Franklin Style Manual Online

2.3.2. Listing articles from printed journals, magazines, and newspapers

Periodical publications, such as journals, magazines, and newspapers, are regularly published sources focused on more or less specific topics of interest. You will often cite individual articles from such publications, especially if your research project requires more current perspectives within the field. To find perspectives from a variety of periodicals, most researchers use library research databases, which house digitized versions of articles from print publications. Consider also locating the websites for periodicals in your field. Such sites may actually be required for citation of articles acquired online, but they also may be useful for learning about the authority of the source. If you do choose to access periodical articles online, the listing on the References page will need to include online retrieval information, which is covered in Section 2.3.3. No matter how you access the periodical article, though, you will need to consider the details discussed in this section.

What information to record:

Besides noting specific pages containing material you reference, record these key details from the byline of the article, cover of the issue, or its table of contents:

  • The authors of the source, including first and middle initials listed on the article’s byline.
  • The publication date for the issue with the article, including month and day when available.
  • The title of the article, including subtitles.
  • The type of article (in particular, editorials, letters to the editor, and reviews).
  • The name of the periodical and, for newspapers, the place where it is published.
  • The volume and/or issue number (but not needed for newspapers).
  • Any indications that the issue is a special edition.
  • The page or pages where the article appears in the issue.

As you record the key details listed above and draft your reference‐list entry, ask these questions to make sure you are recording all the relevant information and formatting the citation correctly:

Are you listing an article from a newspaper?

After the author (or title, if unsigned), list the full issue date, putting the year first, a comma, then month and day (if given). After the article’s title (or date, if unsigned), list the periodical’s name (italicized), a comma, p. or pp., and the article’s pages. If the periodical name does not indicate the publication city, list it in parentheses after the name.

Are you listing an article from a peer-reviewed journal?

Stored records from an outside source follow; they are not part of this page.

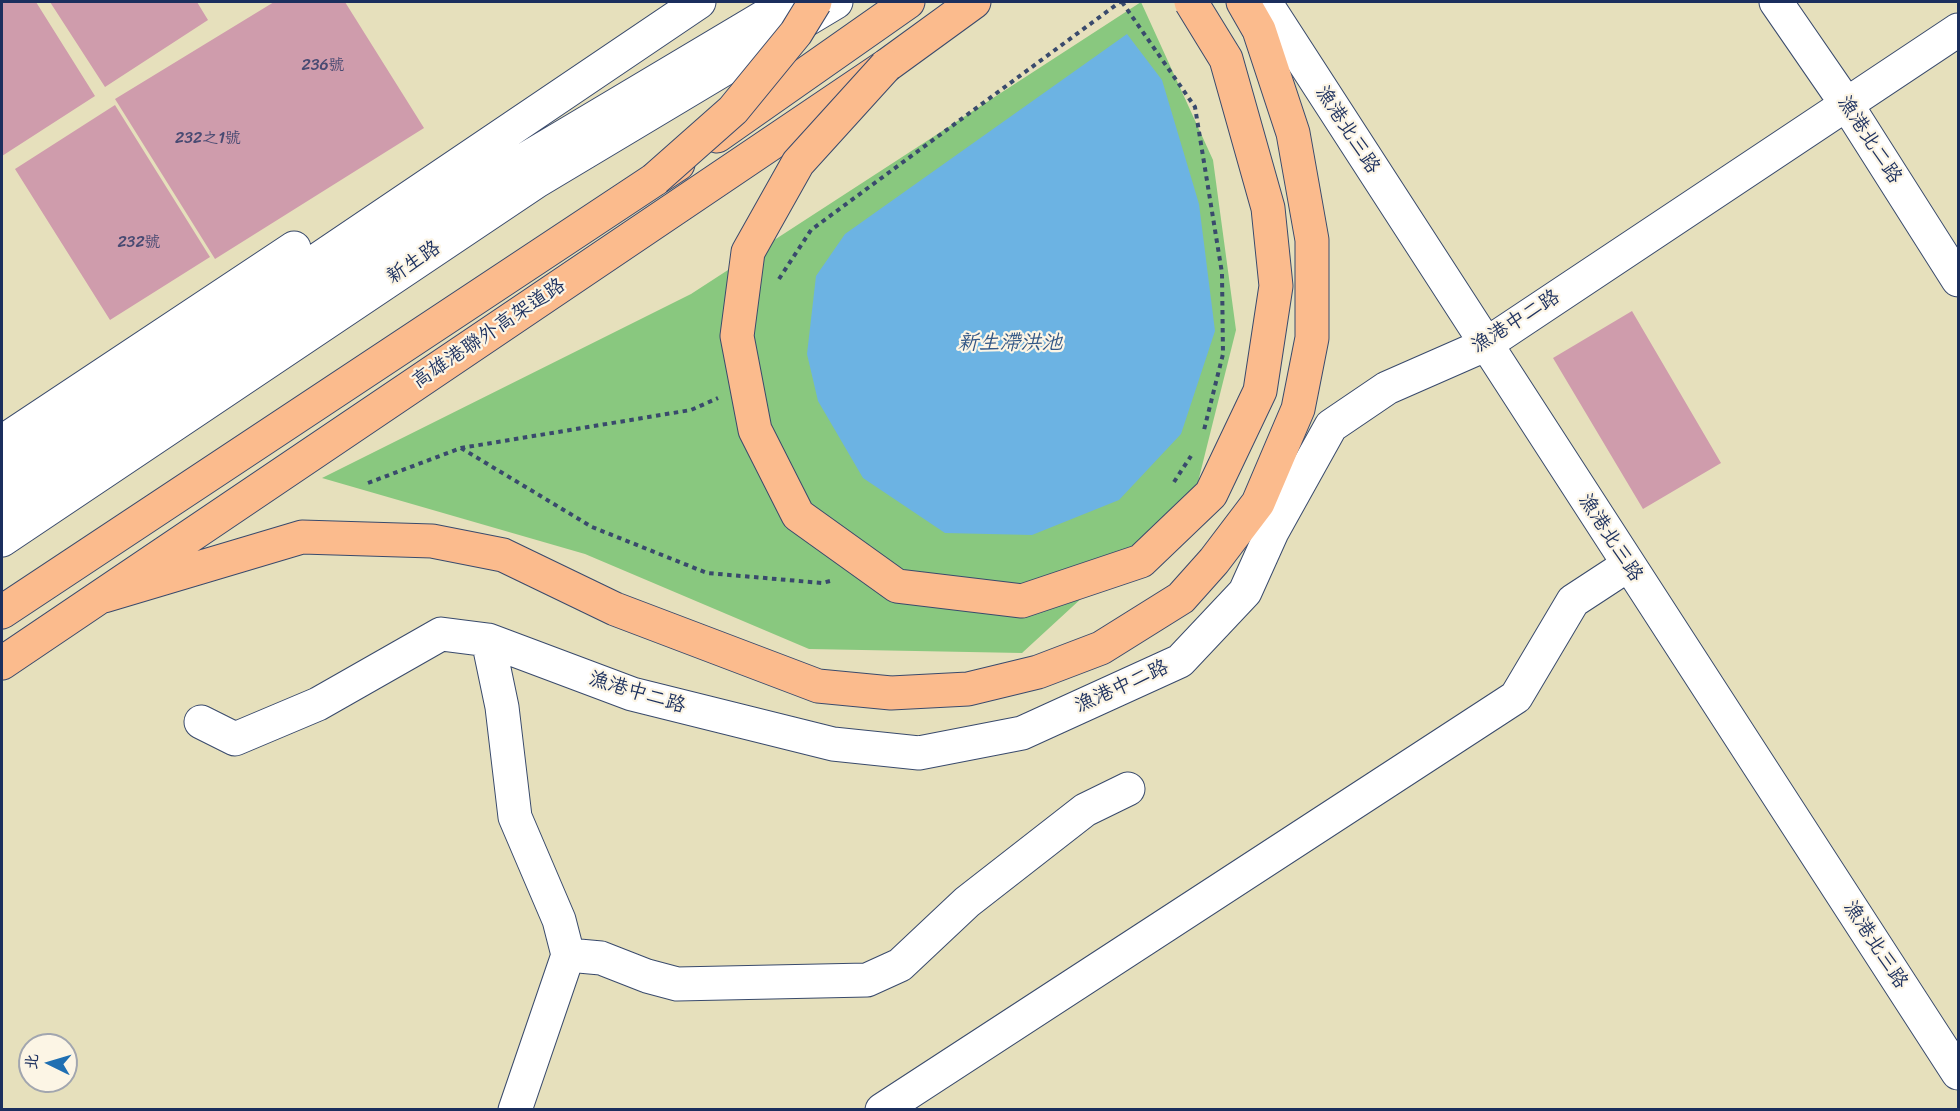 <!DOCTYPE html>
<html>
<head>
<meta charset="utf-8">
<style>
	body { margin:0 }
	#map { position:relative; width:1960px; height:1111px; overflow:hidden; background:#e6e0bc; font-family:Sriracha,"LXGW WenKai TC",sans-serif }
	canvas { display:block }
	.frame { position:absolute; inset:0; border:3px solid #1b2f5e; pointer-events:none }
	.north { position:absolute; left:18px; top:1033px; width:60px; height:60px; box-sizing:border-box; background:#fcf5e5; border:2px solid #a2a6af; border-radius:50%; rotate:275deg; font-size:16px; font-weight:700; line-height:24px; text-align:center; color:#1b2f5e }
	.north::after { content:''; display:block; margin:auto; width:21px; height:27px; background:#1f6fb2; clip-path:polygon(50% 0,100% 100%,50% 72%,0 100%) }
</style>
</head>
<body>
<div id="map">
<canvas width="1960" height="1111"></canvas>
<div class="frame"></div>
<div class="north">北</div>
</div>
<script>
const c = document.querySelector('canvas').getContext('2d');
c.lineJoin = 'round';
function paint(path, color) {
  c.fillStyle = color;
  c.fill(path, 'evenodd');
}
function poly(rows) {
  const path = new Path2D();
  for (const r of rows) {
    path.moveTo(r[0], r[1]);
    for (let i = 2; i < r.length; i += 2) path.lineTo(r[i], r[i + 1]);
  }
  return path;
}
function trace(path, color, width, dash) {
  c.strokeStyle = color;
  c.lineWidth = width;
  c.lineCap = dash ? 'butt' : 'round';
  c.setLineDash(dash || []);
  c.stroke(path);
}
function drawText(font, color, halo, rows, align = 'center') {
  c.font = font + ' Sriracha,"LXGW WenKai TC",sans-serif';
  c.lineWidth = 4.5;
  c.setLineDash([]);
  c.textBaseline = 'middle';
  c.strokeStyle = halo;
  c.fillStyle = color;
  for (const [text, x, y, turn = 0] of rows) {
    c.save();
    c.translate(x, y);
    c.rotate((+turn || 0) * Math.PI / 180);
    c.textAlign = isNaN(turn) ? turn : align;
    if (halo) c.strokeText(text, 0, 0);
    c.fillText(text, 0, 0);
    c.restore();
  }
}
const green = poly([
	[1141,2,1213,160,1236,330,1195,494,1022,653,809,649,585,554,322,478,691,294]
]);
const water = poly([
	[1127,34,1162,80,1199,204,1215,331,1181,434,1119,500,1032,535,945,533,863,478,818,401,807,354,816,276,845,234]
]);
const building = poly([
	[2,2,36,2,95,96,2,156],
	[50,2,197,2,208,20,105,87],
	[274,2,345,2,424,128,215,259,115,99],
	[115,105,210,257,110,320,15,169],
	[1632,311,1721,463,1643,509,1553,358]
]);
const path = poly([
	[1122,2,1195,107,1222,273,1223,354,1204,430],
	[779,279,811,230,1120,2],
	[461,448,592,527,707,573,822,583,834,580],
	[1174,482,1191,456],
	[368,483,461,448,691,410,718,398]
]);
const minor = poly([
	[1265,2,1958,1073],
	[1776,2,1847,105,1958,280],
	[2,442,294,248],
	[2,473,699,2],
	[2,506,524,160,789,2],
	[2,540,537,181,836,2],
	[488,640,502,707,515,817,559,920,568,955,515,1110],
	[201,722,235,739,318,704,441,634,488,640,632,694,833,744,919,753,1022,733,1180,661,1245,592,1272,532,1331,426,1387,388,1485,345,1958,30],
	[568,955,601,958,647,976,677,984,867,980,900,965,967,902,1085,810,1128,789],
	[882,1110,1516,697,1573,601,1628,565]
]);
const highway = poly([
	[717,136,908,2],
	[104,596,302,537,432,541,503,555,615,609,818,686,891,693,968,689,1038,672,1101,648,1181,598,1214,561,1258,503,1298,409,1312,338,1312,240,1293,133,1259,30,1243,2],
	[2,612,678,164],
	[2,663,886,66,974,2]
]);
const highwayBridge = poly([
	[886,66,798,163,748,252,737,336,755,430,798,515,897,586,1022,601,1141,561,1211,494,1260,391,1276,286,1268,208,1226,59,1191,2],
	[655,179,733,110,796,33,815,2]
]);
const numberNames = [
	["236號",323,66],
	["232之1號",208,139],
	["232號",139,243]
];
const streetNames = [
	["漁港北三路",1347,130,57],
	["漁港北二路",1869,140,57],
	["新生路",414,263,-34],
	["漁港中二路",1516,322,-32],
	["高雄港聯外高架道路",489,334,-34],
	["漁港北三路",1610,538,57],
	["漁港中二路",1122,687,-24],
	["漁港中二路",637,693,17],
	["漁港北三路",1875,945,57]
];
const waterNames = [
	["新生滯洪池",1010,344]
];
paint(green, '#89c87f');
paint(water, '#6cb3e3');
paint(building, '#cf9cac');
trace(minor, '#394a6c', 35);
trace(highway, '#394a6c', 35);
trace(path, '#394a6c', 4, [4.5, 4.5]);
trace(minor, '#fff', 33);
trace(highway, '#fbbb8d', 33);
trace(highwayBridge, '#394a6c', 35, []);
trace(highwayBridge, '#fbbb8d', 33);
drawText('16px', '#484a72', null, numberNames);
drawText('20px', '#1b2f5e', '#fcf5e5', streetNames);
drawText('italic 21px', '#335786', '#fcf5e5', waterNames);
</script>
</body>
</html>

After the author, provide only the year of the volume for the date. After the article’s title (or date, if unsigned), list in italics the journal’s name, a comma, then the volume (italicized), another comma, and page numbers for the article (no p. or pp. in this case). If the journal restarts pagination with each issue in the volume (or, issue pagination), identify the issue in parentheses (but no italics) immediately after the volume.

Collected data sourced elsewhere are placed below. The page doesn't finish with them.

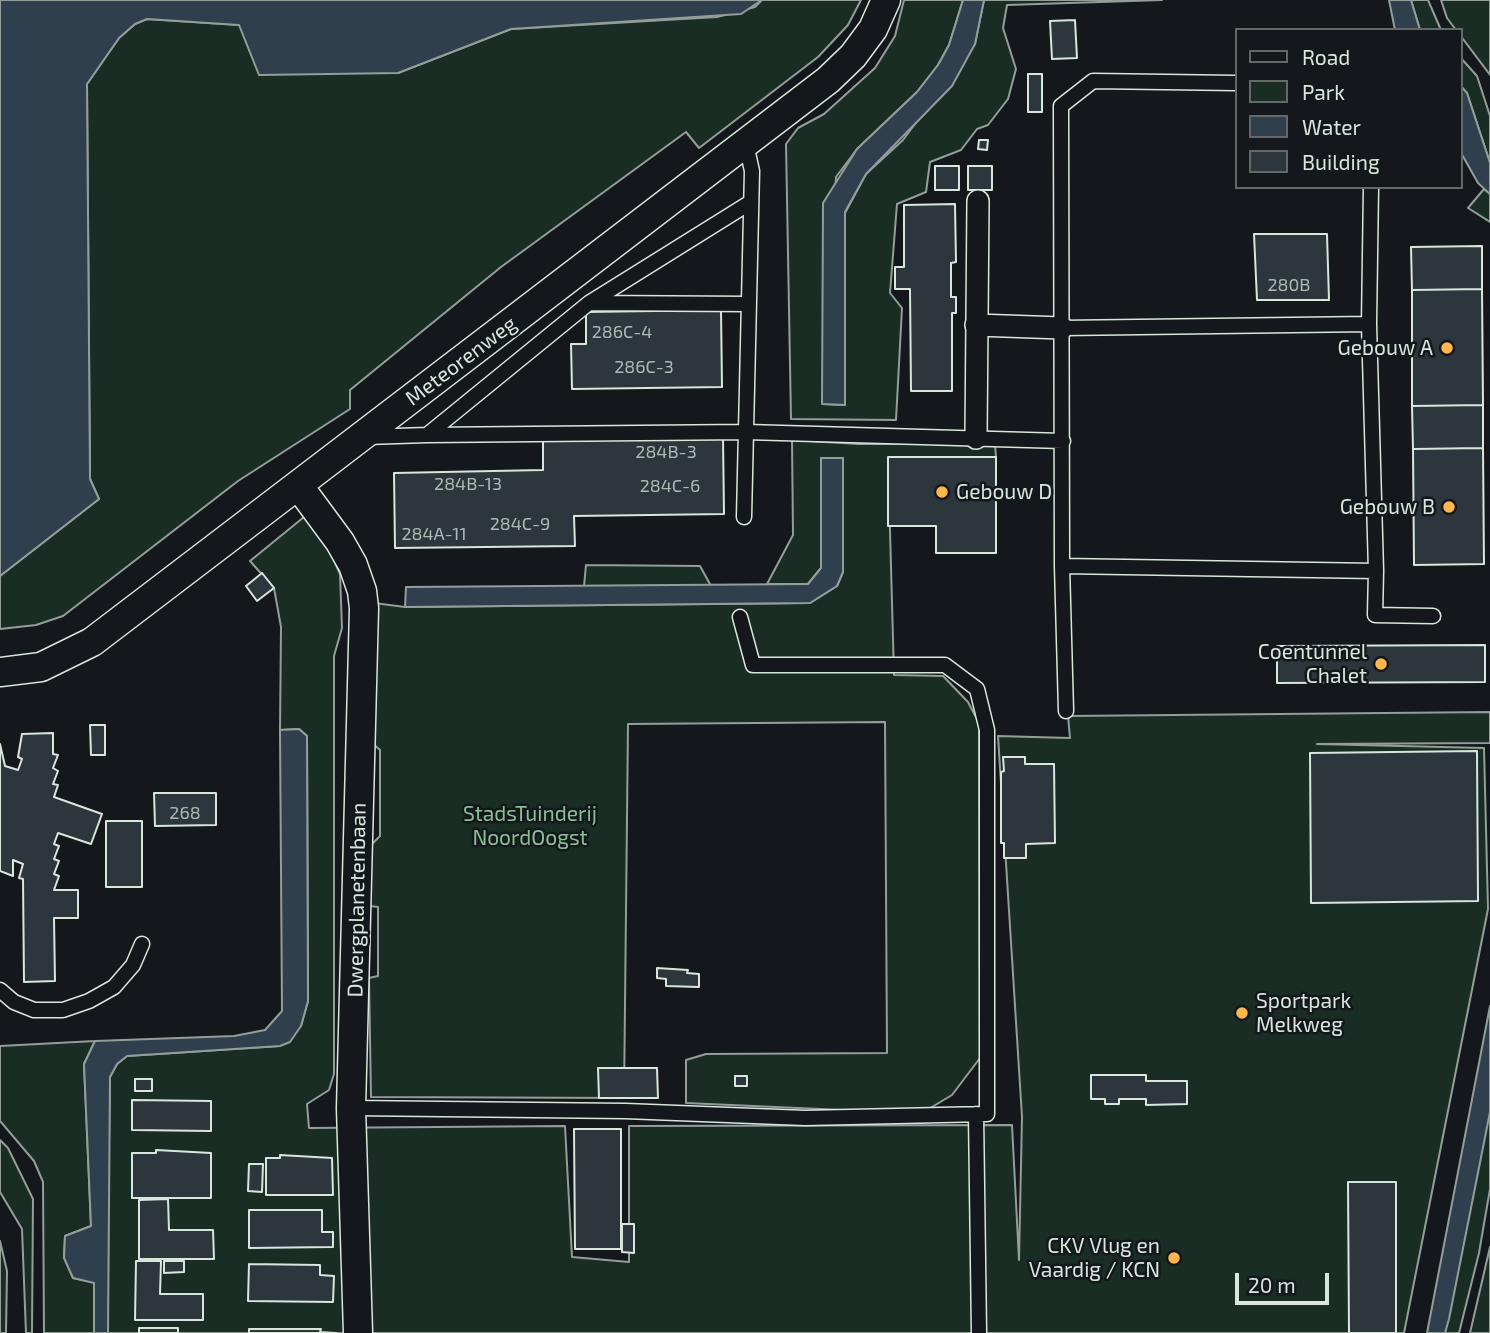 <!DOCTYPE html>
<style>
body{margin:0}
#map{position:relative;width:1490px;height:1333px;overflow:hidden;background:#14181c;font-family:"Exo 2",sans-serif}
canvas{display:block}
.legend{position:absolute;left:1235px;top:28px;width:228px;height:161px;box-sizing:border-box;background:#14181c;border:2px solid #626a69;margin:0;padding:9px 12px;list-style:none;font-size:21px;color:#d8e6dc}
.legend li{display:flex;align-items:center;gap:14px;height:35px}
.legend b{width:35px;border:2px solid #626a69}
.scale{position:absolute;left:1235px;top:1273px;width:94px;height:32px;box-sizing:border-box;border:4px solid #d8e6dc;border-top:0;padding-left:9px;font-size:21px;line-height:24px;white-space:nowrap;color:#d8e6dc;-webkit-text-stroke:5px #14181c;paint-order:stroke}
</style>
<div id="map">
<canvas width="1490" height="1333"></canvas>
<ul class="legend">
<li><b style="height:9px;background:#14181c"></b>Road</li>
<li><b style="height:19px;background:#1a2d24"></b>Park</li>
<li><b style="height:19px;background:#2f3f4d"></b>Water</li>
<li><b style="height:19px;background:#2c363c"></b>Building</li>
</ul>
<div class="scale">20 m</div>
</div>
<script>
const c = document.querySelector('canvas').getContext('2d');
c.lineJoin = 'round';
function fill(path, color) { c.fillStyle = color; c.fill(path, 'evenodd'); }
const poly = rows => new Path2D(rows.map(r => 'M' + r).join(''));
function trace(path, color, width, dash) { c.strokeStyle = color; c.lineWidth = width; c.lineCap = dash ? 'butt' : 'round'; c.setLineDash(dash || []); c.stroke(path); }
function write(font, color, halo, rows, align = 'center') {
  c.font = font + ' "Exo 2",sans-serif'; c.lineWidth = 5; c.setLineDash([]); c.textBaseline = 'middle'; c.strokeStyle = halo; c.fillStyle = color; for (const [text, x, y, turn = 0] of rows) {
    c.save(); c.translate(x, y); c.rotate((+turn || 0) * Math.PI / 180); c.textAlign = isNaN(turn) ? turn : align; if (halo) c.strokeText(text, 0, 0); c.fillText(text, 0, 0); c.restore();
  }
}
const green = poly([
 [762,0,861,0,848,25,818,57,699,148,686,132,501,267,350,390,350,409,238,481,63,616,36,625,0,629,0,576,99,499,90,479,87,84,119,38,135,24,147,19,239,25,398,73,511,29,717,17,755,7,762,0],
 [904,0,963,0,949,45,938,65,917,92,857,149,836,177,823,404,845,405,845,213,866,174,903,140,975,44,984,0,1162,0,1007,5,1003,28,1016,69,1008,99,988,125,977,129,961,150,930,162,926,192,897,204,890,293,902,308,896,420,791,419,786,144,798,128,824,114,875,68,895,36,904,0],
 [1411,0,1428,0,1441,30,1420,30,1411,0],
 [1441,0,1490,0,1490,75,1460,35,1460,30,1456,30,1447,18,1441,0],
 [1460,57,1477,76,1490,116,1490,163,1467,93,1460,86,1460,57],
 [1484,189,1490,194,1490,222,1468,208,1484,189],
 [792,440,859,444,995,444,996,457,888,458,894,675,943,676,968,702,979,723,980,1058,952,1095,927,1110,909,1113,686,1103,686,1060,706,1054,887,1053,885,722,628,724,624,1098,371,1097,369,978,378,976,378,907,370,906,369,847,380,836,380,750,370,741,374,603,405,607,810,603,837,586,843,572,843,458,821,458,821,568,808,584,767,584,793,535,792,440],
 [304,517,327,545,340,574,342,628,334,656,334,1074,329,1090,307,1104,309,1128,565,1126,572,1257,629,1262,629,1126,1012,1125,1019,1260,1022,1117,998,736,1070,738,1068,716,1490,712,1490,743,1317,744,1484,748,1488,909,1404,1333,106,1333,110,1077,117,1064,127,1056,280,1046,301,1026,308,1001,307,736,299,729,280,730,281,627,274,588,250,561,304,517],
 [586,565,700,566,711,586,584,586,586,565],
 [95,1041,84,1064,91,1226,65,1236,64,1257,73,1278,94,1282,94,1333,44,1333,43,1182,34,1161,0,1121,0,1046,95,1041],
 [1490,1108,1490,1189,1479,1253,1459,1333,1445,1333,1490,1108],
 [0,1140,8,1148,33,1199,32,1333,26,1333,22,1229,0,1192,0,1140],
 [0,1241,7,1271,6,1333,0,1333,0,1241],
 [1490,1247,1490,1333,1470,1333,1490,1247]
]);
const water = poly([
 [0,0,762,0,741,14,511,29,398,73,259,75,239,25,147,19,135,24,119,38,87,84,90,479,99,499,0,576,0,0],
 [963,0,984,0,975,44,952,86,866,174,845,212,845,405,822,404,823,203,857,149,917,92,938,65,949,45,963,0],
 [1389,0,1411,0,1420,30,1395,30,1389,0],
 [1460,85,1467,93,1490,163,1490,194,1478,183,1460,151,1460,85],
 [821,458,843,458,843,572,837,586,810,603,405,607,406,587,808,584,821,568,821,458],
 [299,729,307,736,308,1001,301,1026,290,1042,280,1046,127,1056,117,1064,110,1077,108,1333,94,1333,94,1283,73,1278,64,1258,65,1236,91,1226,84,1064,95,1041,234,1036,265,1030,282,1011,280,730,299,729],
 [1490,1006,1490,1112,1449,1319,1445,1333,1427,1333,1490,1006]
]);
const building = poly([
 [1075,20,1077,58,1052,59,1050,21,1075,20],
 [1028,74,1042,74,1042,112,1028,112,1028,74],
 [979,140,988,140,987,150,978,149,979,140],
 [935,166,959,166,959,190,935,190,935,166],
 [968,166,992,166,992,190,968,190,968,166],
 [955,204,956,262,951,263,951,297,956,297,956,313,952,313,952,391,911,391,910,289,895,289,895,267,904,267,904,205,955,204],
 [1254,234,1327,234,1329,300,1257,300,1254,234],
 [1482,246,1482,289,1412,290,1411,247,1482,246],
 [1482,289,1483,405,1412,406,1412,290,1482,289],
 [721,310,722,387,572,389,571,344,586,344,586,312,721,310],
 [1483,405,1483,448,1413,449,1412,406,1483,405],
 [723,437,724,514,574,516,575,546,395,548,394,473,543,470,543,439,723,437],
 [1483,448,1484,564,1414,565,1413,449,1483,448],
 [888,457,996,457,996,553,936,553,936,526,888,526,888,457],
 [262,573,274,588,257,601,246,586,262,573],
 [1485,645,1485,682,1277,683,1277,646,1485,645],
 [90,725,105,725,105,755,91,755,90,725],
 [53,733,53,754,58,755,53,768,58,771,53,784,58,785,54,797,102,814,91,844,58,833,54,844,59,846,54,859,59,861,54,874,59,876,54,890,78,890,78,918,54,918,55,981,24,982,23,879,19,878,23,864,13,860,13,876,0,871,0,744,5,766,18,770,22,759,18,757,22,734,53,733],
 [1477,751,1478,901,1311,903,1310,753,1477,751],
 [1003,757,1025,757,1025,764,1054,764,1055,843,1026,844,1026,858,1004,858,1004,843,1001,843,1001,772,1004,771,1003,757],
 [154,793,216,793,216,825,155,826,154,793],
 [106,821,142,821,142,887,106,887,106,821],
 [657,968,688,970,687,973,699,974,699,987,666,986,666,979,657,978,657,968],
 [598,1068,657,1068,658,1098,599,1098,598,1068],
 [1091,1075,1146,1075,1146,1081,1187,1081,1187,1104,1146,1105,1146,1099,1119,1099,1119,1104,1105,1104,1105,1099,1091,1099,1091,1075],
 [735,1076,747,1076,747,1086,735,1086,735,1076],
 [135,1079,152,1079,152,1091,135,1091,135,1079],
 [132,1100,211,1101,211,1131,132,1130,132,1100],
 [574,1129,621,1129,621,1249,575,1249,574,1129],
 [156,1150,211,1153,211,1198,132,1198,132,1153,156,1153,156,1150],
 [280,1155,332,1158,333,1195,266,1195,266,1158,280,1158,280,1155],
 [249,1164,263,1164,262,1192,248,1191,249,1164],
 [1348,1182,1396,1182,1396,1333,1349,1333,1348,1182],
 [168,1199,169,1230,213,1230,214,1259,139,1259,139,1200,168,1199],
 [249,1210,322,1210,322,1232,333,1232,333,1247,249,1248,249,1210],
 [622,1224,634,1224,634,1253,622,1252,622,1224],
 [136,1261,161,1261,160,1294,203,1294,203,1320,135,1320,136,1261],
 [164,1261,184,1261,184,1272,164,1273,164,1261],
 [249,1264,320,1265,320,1275,334,1276,333,1302,248,1301,249,1264],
 [139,1328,178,1328,178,1333,139,1333,139,1328],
 [249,1329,321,1329,320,1332,336,1333,249,1333,249,1329]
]);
const service = poly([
 [1236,83,1093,81,1061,106,1062,566,1376,571,1375,615,1433,616],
 [1371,187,1369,324,1376,571],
 [590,303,749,304],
 [1062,328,1369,324],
 [427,435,746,432,1063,441],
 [366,437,427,435,589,303,751,202],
 [744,517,752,171,746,144],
 [1062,566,1066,711],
 [0,990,14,1002,34,1010,63,1010,89,1001,114,987,133,965,142,944],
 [351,1108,625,1111,805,1118,987,1114,987,730,977,689,945,665,753,665,740,617],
 [976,1114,979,1333]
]);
const pedestrian = poly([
 [976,325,1062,328],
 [976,438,978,201]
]);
const minor = poly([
 [298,485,340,542,353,565,362,591,364,608,351,1108,358,1333],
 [0,672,41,667,92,642,298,485,828,80,853,56,873,29,886,0]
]);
const markers = [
 [1447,348,7,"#ffb74d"],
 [942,492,7,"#ffb74d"],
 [1449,507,7,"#ffb74d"],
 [1381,664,7,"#ffb74d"],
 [1242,1013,7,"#ffb74d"],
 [1174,1258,7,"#ffb74d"]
];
const numberNames = [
 ["280B",1289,285],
 ["286C-4",622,332],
 ["286C-3",644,367],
 ["284B-3",666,452],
 ["284B-13",468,484],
 ["284C-6",670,486],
 ["284C-9",520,524],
 ["284A-11",434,534],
 ["268",185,813]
];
const poiNames = [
 ["Gebouw A",1433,348],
 ["Gebouw D",956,492,"left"],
 ["Gebouw B",1435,507],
 ["Coentunnel",1367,652],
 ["Chalet",1367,676],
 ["Sportpark",1256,1001,"left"],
 ["Melkweg",1256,1025,"left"],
 ["CKV Vlug en",1160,1246],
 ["Vaardig / KCN",1160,1270]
];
const streetNames = [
 ["Meteorenweg",461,361,-37],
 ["Dwergplanetenbaan",357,900,-89]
];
const parkNames = [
 ["StadsTuinderij",530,814],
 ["NoordOogst",530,838]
];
fill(green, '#1a2d24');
trace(green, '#939e99', 2);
fill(water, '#2f3f4d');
trace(water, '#939e99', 2);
fill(building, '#2c363c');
trace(building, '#d8e6dc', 2);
trace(service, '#d8e6dc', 17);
trace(pedestrian, '#d8e6dc', 24);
trace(minor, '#d8e6dc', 31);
trace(service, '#14181c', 14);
trace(pedestrian, '#14181c', 21);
trace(minor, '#14181c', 28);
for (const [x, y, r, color] of markers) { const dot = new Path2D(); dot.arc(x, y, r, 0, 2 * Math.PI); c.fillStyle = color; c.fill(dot); trace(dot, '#14181c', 2.5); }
write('18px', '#adbab4', null, numberNames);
write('21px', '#d8e6dc', '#14181c', poiNames, 'right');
write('21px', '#d8e6dc', '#14181c', streetNames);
write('21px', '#8ac095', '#14181c', parkNames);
</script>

Davis, J., Payne, G. T., & McMahan, G. (2007). A few bad apples? Scandalous behavior of mutual fund managers. Journal of Business Ethics, 76, 319-334.

Nikbin, D., Ismail, I., Marimuthu, M., & Jalalkamali, M. (2010). Perceived justice in service recovery and recovery satisfaction: The moderating role of corporate image. International Journal of Marketing Studies, 2(2), 47-56.

Are you listing a magazine article?

Always provide the full issue date. If no volume or issue is listed, then format the rest of the entry like a newspaper article; otherwise, like a journal article.



O’Brien, D. (2004, August 21). Protecting computers against “evil” emails. New Scientist, 2461, 23.

Is the article unsigned?

List the title of the article first, before the date. The periodical name goes immediately after the date, followed by the standard details about issue and pages.



An advocate for equal justice. (2010, March 10). The New York Times, p. 26.

Is the article a review, editorial, or other special genre?

Describe the genre in square brackets ([. . .]) after the article title. For reviews, include a reference to the title of the work being reviewed followed by the names of those given primary credit for the reviewed work.



Baumeister, R. F. (1993). Exposing the self-knowledge myth [Review of the book The self knower: A hero under control, by R. A. Wicklund & M. Eckert]. Contemporary Psychology, 38, 466-467.

Bradford, B. (2000, November 19). Newt at rest [Letter to the editor]. New York Times Magazine, p. 28.

Puig, C. (2008, July 13). [Review of the movie The incredible hulk, written by Z. Penn & directed by L. Leterrier, 2008]. Life, p. 05e.

Sweeney, E. (2010, September/October). A collective intelligence [Editorial]. American Jails, 24(4), 5, 93.